Google BigQuery support for Spark, SQL, and DataFrames.
spark-bigquery version | Spark version | Comment |
---|---|---|
0.2.x | 2.x.y | Active development |
0.1.x | 1.x.y | Development halted |
To use the package in a Google Cloud Dataproc cluster:
spark-shell --packages com.spotify:spark-bigquery_2.10:0.2.0
To use it in a local SBT console:
import com.spotify.spark.bigquery._
// Set up GCP credentials
sqlContext.setGcpJsonKeyFile("<JSON_KEY_FILE>")
// Set up BigQuery project and bucket
sqlContext.setBigQueryProjectId("<BILLING_PROJECT>")
sqlContext.setBigQueryGcsBucket("<GCS_BUCKET>")

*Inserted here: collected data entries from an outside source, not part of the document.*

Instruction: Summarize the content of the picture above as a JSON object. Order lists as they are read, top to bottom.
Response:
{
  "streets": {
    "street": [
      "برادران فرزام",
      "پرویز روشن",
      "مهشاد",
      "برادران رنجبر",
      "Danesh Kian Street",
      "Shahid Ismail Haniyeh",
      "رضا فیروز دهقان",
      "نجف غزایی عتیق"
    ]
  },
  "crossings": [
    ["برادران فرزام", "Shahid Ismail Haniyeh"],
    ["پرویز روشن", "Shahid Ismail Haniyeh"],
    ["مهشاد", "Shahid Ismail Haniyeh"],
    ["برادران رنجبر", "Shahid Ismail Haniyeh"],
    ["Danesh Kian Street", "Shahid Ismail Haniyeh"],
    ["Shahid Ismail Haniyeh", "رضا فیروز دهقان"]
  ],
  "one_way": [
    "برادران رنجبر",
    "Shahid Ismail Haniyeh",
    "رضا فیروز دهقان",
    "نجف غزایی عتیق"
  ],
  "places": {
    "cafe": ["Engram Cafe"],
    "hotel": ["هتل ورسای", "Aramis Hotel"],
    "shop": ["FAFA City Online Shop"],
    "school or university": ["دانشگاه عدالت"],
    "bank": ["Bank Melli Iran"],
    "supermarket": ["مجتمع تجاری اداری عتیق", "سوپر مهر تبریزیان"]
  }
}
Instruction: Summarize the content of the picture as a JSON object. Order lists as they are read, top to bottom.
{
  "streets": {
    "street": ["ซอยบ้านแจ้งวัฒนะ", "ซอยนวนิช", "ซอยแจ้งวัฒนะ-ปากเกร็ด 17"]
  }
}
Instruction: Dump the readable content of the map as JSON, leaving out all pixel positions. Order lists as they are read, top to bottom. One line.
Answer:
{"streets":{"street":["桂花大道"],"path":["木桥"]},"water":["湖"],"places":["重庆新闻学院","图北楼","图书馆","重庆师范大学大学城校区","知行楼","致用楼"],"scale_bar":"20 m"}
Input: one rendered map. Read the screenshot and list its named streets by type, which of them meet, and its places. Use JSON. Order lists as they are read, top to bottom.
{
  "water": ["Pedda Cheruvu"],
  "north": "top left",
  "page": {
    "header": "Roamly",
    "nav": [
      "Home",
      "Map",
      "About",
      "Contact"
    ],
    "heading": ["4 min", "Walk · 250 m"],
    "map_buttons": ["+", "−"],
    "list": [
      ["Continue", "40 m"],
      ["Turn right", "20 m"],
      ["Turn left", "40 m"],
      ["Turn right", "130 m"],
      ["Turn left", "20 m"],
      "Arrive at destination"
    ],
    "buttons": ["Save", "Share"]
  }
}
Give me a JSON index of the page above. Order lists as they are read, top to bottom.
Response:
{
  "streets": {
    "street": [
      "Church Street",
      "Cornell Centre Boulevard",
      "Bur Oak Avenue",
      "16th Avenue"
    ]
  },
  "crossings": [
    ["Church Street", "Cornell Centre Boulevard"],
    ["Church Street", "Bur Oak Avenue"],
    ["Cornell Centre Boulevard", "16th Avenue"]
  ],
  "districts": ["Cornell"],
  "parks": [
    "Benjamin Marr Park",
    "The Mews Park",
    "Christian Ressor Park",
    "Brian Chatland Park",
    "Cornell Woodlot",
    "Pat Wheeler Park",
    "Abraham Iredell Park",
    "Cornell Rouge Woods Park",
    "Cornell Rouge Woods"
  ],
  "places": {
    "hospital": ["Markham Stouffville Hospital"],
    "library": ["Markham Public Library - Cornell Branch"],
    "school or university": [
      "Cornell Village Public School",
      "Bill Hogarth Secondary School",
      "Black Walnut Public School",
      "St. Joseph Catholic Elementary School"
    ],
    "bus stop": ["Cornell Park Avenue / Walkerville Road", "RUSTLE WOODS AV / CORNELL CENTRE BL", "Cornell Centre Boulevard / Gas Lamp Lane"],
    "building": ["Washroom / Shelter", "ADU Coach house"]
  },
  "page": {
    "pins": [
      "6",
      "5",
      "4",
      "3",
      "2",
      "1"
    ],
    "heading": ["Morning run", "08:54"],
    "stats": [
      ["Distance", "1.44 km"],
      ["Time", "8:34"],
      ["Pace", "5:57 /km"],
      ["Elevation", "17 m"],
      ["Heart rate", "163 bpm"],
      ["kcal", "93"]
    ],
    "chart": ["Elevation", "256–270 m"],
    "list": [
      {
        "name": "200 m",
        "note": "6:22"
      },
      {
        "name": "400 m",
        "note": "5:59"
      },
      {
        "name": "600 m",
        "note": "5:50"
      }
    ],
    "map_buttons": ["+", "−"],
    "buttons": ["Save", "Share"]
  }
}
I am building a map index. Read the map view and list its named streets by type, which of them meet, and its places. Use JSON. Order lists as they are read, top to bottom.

// Set up BigQuery dataset location, default is US
sqlContext.setBigQueryDatasetLocation("<DATASET_LOCATION>")
Usage:
// Load everything from a table
val table = sqlContext.bigQueryTable("bigquery-public-data:samples.shakespeare")
// Load results from a SQL query
// Only legacy SQL dialect is supported for now
val df = sqlContext.bigQuerySelect(
"SELECT word, word_count FROM [bigquery-public-data:samples.shakespeare]")
// Save data to a table
df.saveAsBigQueryTable("my-project:my_dataset.my_table")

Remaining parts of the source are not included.